Rédaction : Meng Yan
Du 15 au 17 novembre, le Festival annuel des technologies financières de Singapour (Singapore FinTech Festival, ci-après appelé SFF) s'est tenu au Singapore Expo près de l'aéroport Changi. Invité personnellement par l'Autorité monétaire de Singapour (MAS), j'ai participé pour la première fois en personne à ce salon technologique financier mondial.
Affirmer que le SFF est le plus grand salon mondial des fintech n'est pas une exagération. Lancé en 2016 sous l'impulsion directe de MAS, la banque centrale de Singapour, il rassemblait déjà 60 000 participants en 2019, devenant ainsi le premier événement fintech au monde. Cette édition 2023, première après la fin complète de la pandémie, a battu tous les records avec plus de 66 000 participants provenant de plus de 150 pays et régions (voir Figure 1). Ces chiffres impressionnants prennent tout leur sens sur place : six immenses halls sont reliés entre eux, chacun suffisamment vaste pour accueillir un événement de plusieurs milliers de personnes. Le SFF réunit ici plus de 60 000 visiteurs, une douzaine de tribunes, près de 1 000 stands d'exposants — toutes les entreprises et institutions internationales liées de près ou de loin aux fintech y sont représentées. Complétée par des zones de restauration, de réunion et de services, cette structure ressemble à une petite ville florissante. Malgré cette taille colossale, les trois jours ont été marqués par une affluence considérable, sans compter les dizaines de conférences satellites organisées parallèlement, témoignant de l'ampleur inégalée de l'événement.

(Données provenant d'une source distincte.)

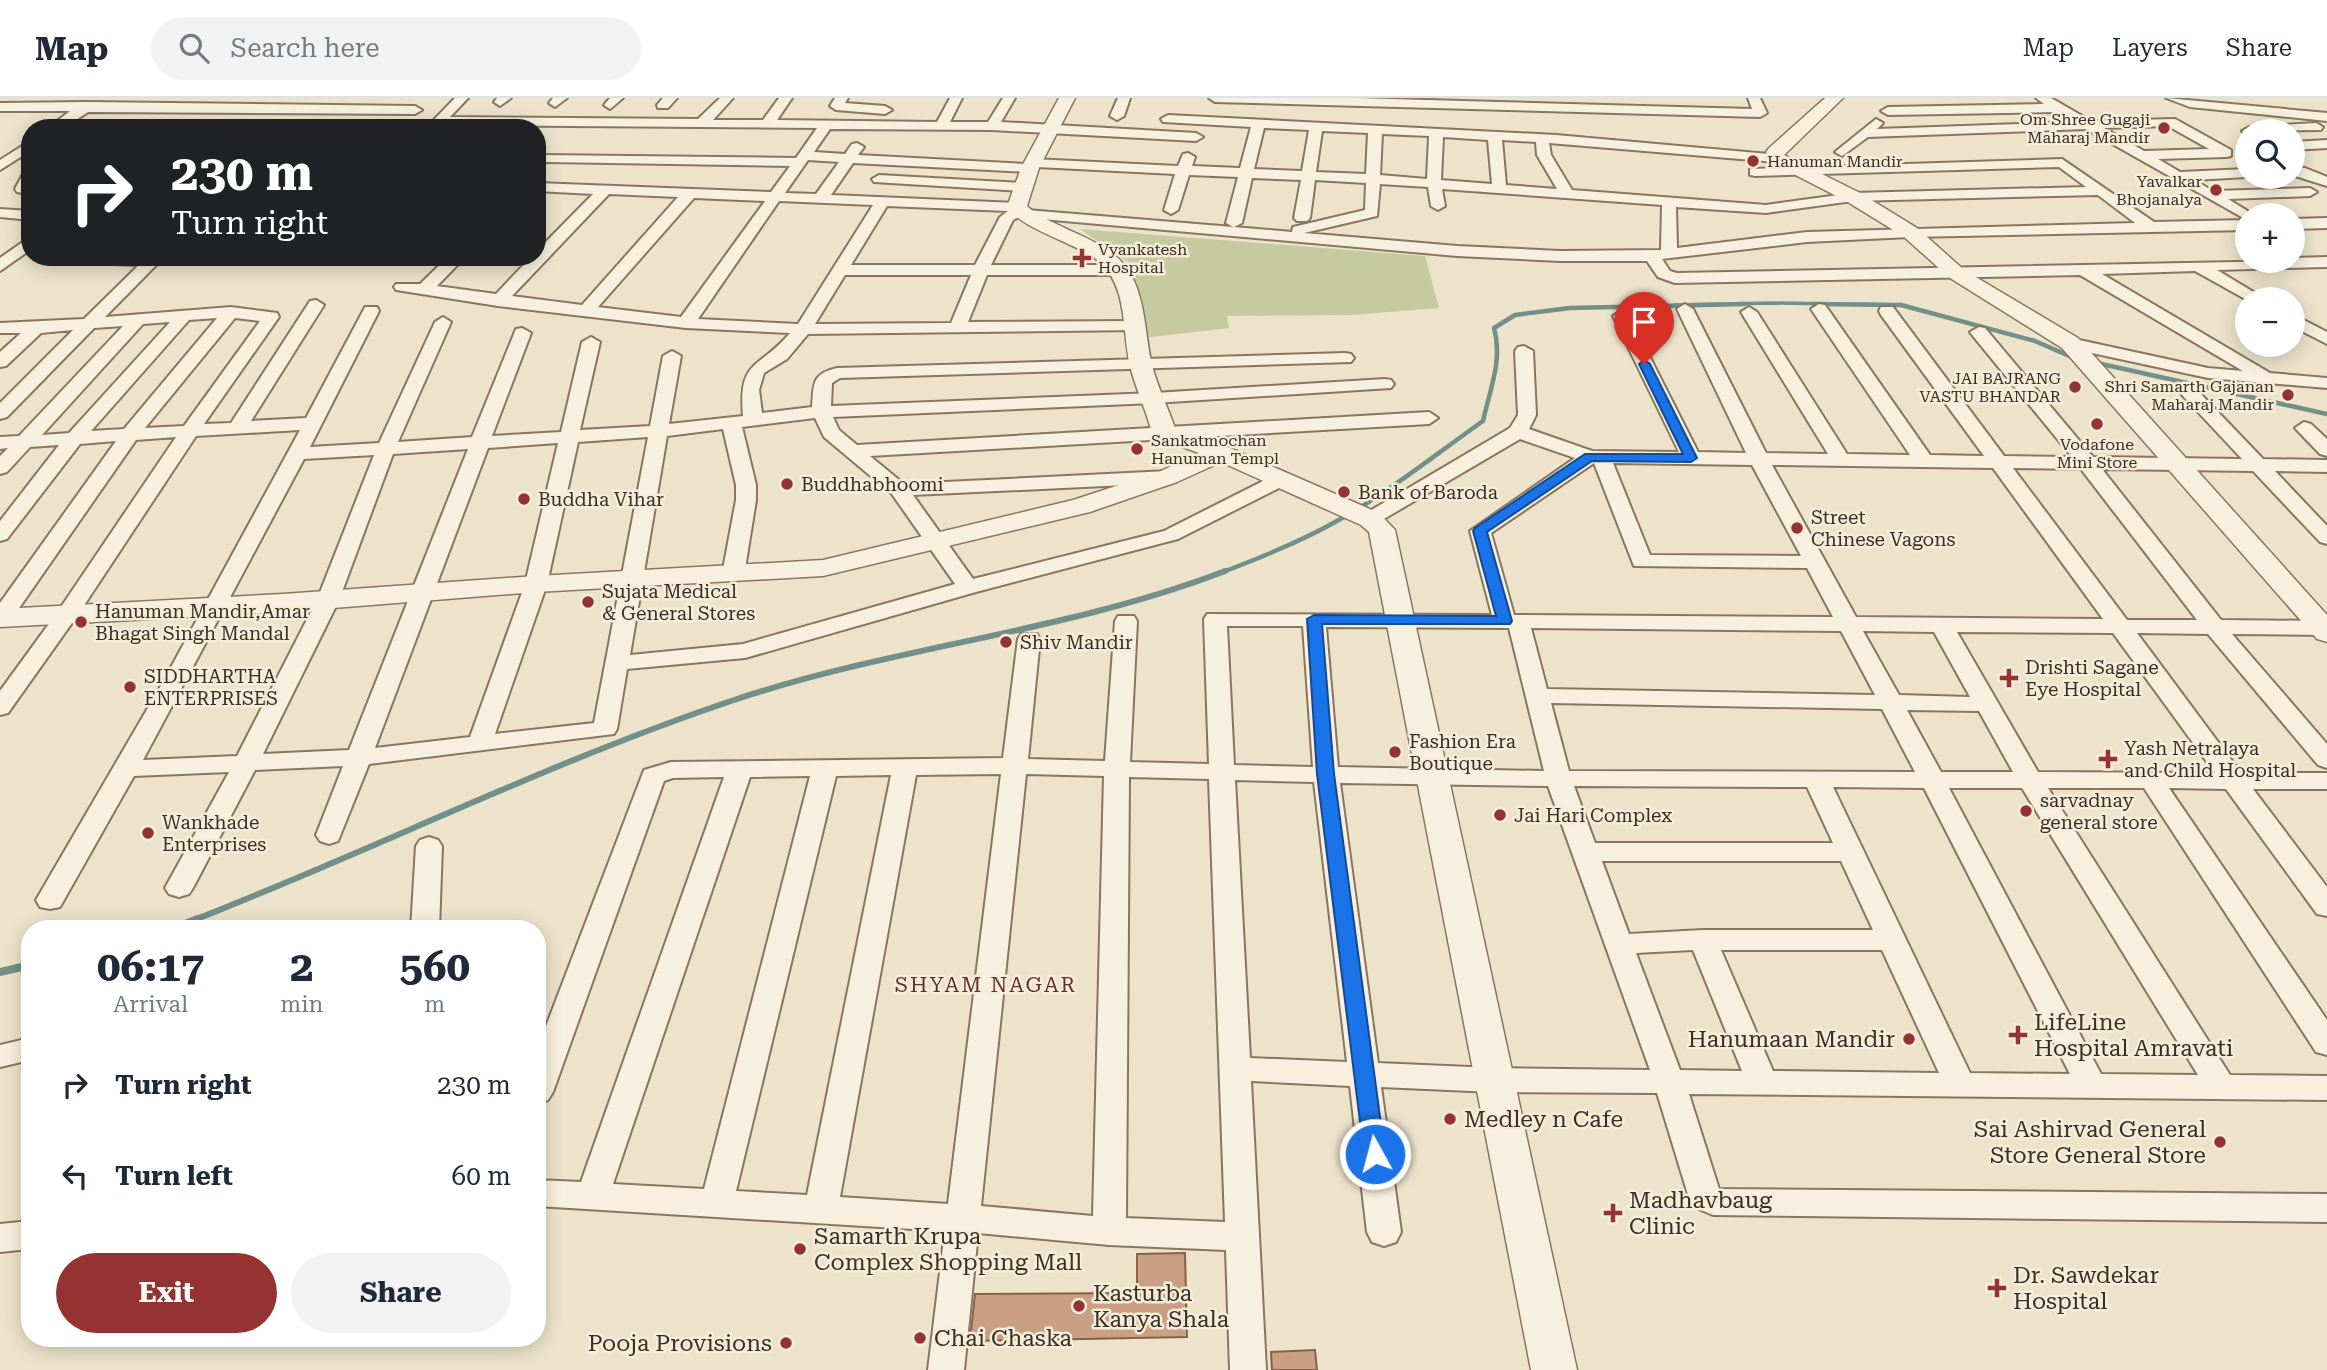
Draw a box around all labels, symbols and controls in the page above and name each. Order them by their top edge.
search box [151,17,641,80]
text: Map [35,29,109,68]
icon: search [175,29,213,67]
text: Search here [231,33,380,63]
text: Map [2023,34,2074,62]
text: Layers [2112,34,2188,62]
text: Share [2226,34,2292,62]
place label: Om Shree Gugaji Maharaj Mandir [2020,110,2150,147]
map controls [2235,119,2305,357]
button: search [2235,119,2305,189]
marker: Om Shree Gugaji Maharaj Mandir [2156,120,2172,136]
text: 230 m [171,145,313,202]
icon: right [56,147,147,238]
place label: Hanuman Mandir [1767,152,1903,171]
marker: Hanuman Mandir [1745,153,1761,169]
place label: Yavalkar Bhojanalya [2116,172,2202,209]
marker: Yavalkar Bhojanalya [2208,182,2224,198]
button: + [2235,203,2305,273]
text: Turn right [171,204,328,242]
place label: Vyankatesh Hospital [1098,240,1187,277]
marker: Vyankatesh Hospital [1072,248,1092,268]
button: − [2235,287,2305,357]
pin [1614,292,1674,364]
icon: arrive [1625,303,1663,341]
place label: JAI BAJRANG VASTU BHANDAR [1920,369,2062,406]
place label: Shri Samarth Gajanan Maharaj Mandir [2105,377,2274,414]
marker: JAI BAJRANG VASTU BHANDAR [2067,379,2083,395]
marker: Shri Samarth Gajanan Maharaj Mandir [2280,387,2296,403]
marker: Vodafone Mini Store [2089,416,2105,432]
place label: Sankatmochan Hanuman Templ [1151,431,1279,468]
place label: Vodafone Mini Store [2057,435,2137,472]
marker: Sankatmochan Hanuman Templ [1129,441,1145,457]
place label: Buddhabhoomi [801,473,944,496]
marker: Buddhabhoomi [779,476,795,492]
place label: Bank of Baroda [1358,481,1499,504]
marker: Bank of Baroda [1336,484,1352,500]
place label: Buddha Vihar [538,488,664,511]
marker: Buddha Vihar [516,491,532,507]
place label: Street Chinese Vagons [1811,506,1955,551]
marker: Street Chinese Vagons [1789,520,1805,536]
place label: Sujata Medical & General Stores [602,580,755,625]
marker: Sujata Medical & General Stores [580,594,596,610]
place label: Hanuman Mandir,Amar Bhagat Singh Mandal [95,600,310,645]
marker: Hanuman Mandir,Amar Bhagat Singh Mandal [73,614,89,630]
place label: Shiv Mandir [1020,631,1133,654]
marker: Shiv Mandir [998,634,1014,650]
place label: Drishti Sagane Eye Hospital [2025,656,2159,701]
place label: SIDDHARTHA ENTERPRISES [144,665,278,710]
marker: Drishti Sagane Eye Hospital [1999,668,2019,688]
marker: SIDDHARTHA ENTERPRISES [122,679,138,695]
place label: Fashion Era Boutique [1409,730,1517,775]
place label: Yash Netralaya and Child Hospital [2124,737,2296,782]
marker: Fashion Era Boutique [1387,744,1403,760]
marker: Yash Netralaya and Child Hospital [2098,749,2118,769]
place label: sarvadnay general store [2040,789,2158,834]
marker: sarvadnay general store [2018,803,2034,819]
place label: Jai Hari Complex [1514,804,1672,827]
marker: Jai Hari Complex [1492,807,1508,823]
place label: Wankhade Enterprises [162,811,266,856]
marker: Wankhade Enterprises [140,825,156,841]
text: 06:17 [97,942,204,991]
text: 2 [290,942,314,991]
text: 560 [399,942,470,991]
district label: SHYAM NAGAR [895,973,1077,997]
text: Arrival [113,991,188,1018]
text: min [280,991,323,1018]
text: m [424,991,445,1018]
place label: LifeLine Hospital Amravati [2034,1009,2233,1062]
marker: LifeLine Hospital Amravati [2008,1025,2028,1045]
place label: Hanumaan Mandir [1688,1026,1895,1053]
marker: Hanumaan Mandir [1901,1031,1917,1047]
icon: right [56,1066,94,1104]
text: Turn right [115,1070,251,1100]
text: 230 m [437,1070,511,1100]
place label: Medley n Cafe [1464,1106,1623,1133]
marker: Medley n Cafe [1442,1111,1458,1127]
place label: Sai Ashirvad General Store General Store [1974,1116,2206,1169]
position arrow [1338,1117,1412,1191]
marker: Sai Ashirvad General Store General Store [2212,1134,2228,1150]
icon: left [56,1157,94,1195]
text: Turn left [115,1161,233,1191]
text: 60 m [452,1161,511,1191]
place label: Madhavbaug Clinic [1629,1187,1772,1240]
marker: Madhavbaug Clinic [1603,1203,1623,1223]
place label: Samarth Krupa Complex Shopping Mall [814,1223,1082,1276]
marker: Samarth Krupa Complex Shopping Mall [792,1241,808,1257]
button: Exit [56,1253,277,1333]
button: Share [291,1253,511,1333]
place label: Dr. Sawdekar Hospital [2013,1262,2159,1315]
marker: Dr. Sawdekar Hospital [1987,1278,2007,1298]
place label: Kasturba Kanya Shala [1093,1280,1230,1333]
marker: Kasturba Kanya Shala [1071,1298,1087,1314]
place label: Chai Chaska [934,1325,1072,1352]
place label: Pooja Provisions [588,1330,772,1357]
marker: Chai Chaska [912,1330,928,1346]
marker: Pooja Provisions [778,1335,794,1351]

Figure 1. Bilan du SFF 2023
1. La transformation numérique approfondie, thème central de l'innovation fintech
L’année 2023 est celle de l’intelligence artificielle, et le SFF n’a pas dérogé à la règle en plaçant l’IA au cœur de ses discussions. Pourtant, une fois sur place, on réalise rapidement qu’à ce stade, l’IA reste surtout une attraction médiatique dans le secteur fintech. Le véritable protagoniste demeure la « numérisation ».
Les lecteurs chinois ne sont pas étrangers à la numérisation financière, bien au contraire : beaucoup pensent même que la Chine dispose d’un net avantage. Lors de mes échanges avec des experts chinois présents sur place, j’ai appris que la tendance en Chine penche désormais vers la prudence. D’une part, la crise persistante du marché immobilier pousse le système financier à se concentrer sur la gestion des risques, laissant peu de place à l’innovation. D’autre part, un certain sentiment de suffisance semble prévaloir. Durant toute la décennie 2010, la Chine a tiré parti de son essor massif dans l’internet mobile, menant la révolution fintech mondiale grâce à ses deux grands systèmes de paiement mobile. De nombreuses réalisations chinoises datant d’il y a cinq ou dix ans restent encore inaccessibles à la plupart des pays. Cela nourrit chez certains une arrogance du type : « Vous pouvez courir, vous ne nous rattraperez jamais. »
Mais l’édition 2023 du SFF montre que cette arrogance n’est plus justifiée. En parcourant le programme, on constate que la construction collaborative d’infrastructures financières numériques transrégionales constitue un thème majeur, porté notamment par l’initiative de MAS, l’organisateur principal.
En tant qu’autorité de régulation monétaire et financière de Singapour, MAS a défini dès l’an dernier « cinq ancres » stratégiques pour la finance numérique : virements instantanés, règlement-livraison atomique, monnaie programmable, tokenisation des actifs et données ESG fiables. Cette année, MAS ajoute trois objectifs ambitieux :
Paiements instantanés : permettre des transferts transfrontaliers efficaces et à faible coût à l’échelle mondiale.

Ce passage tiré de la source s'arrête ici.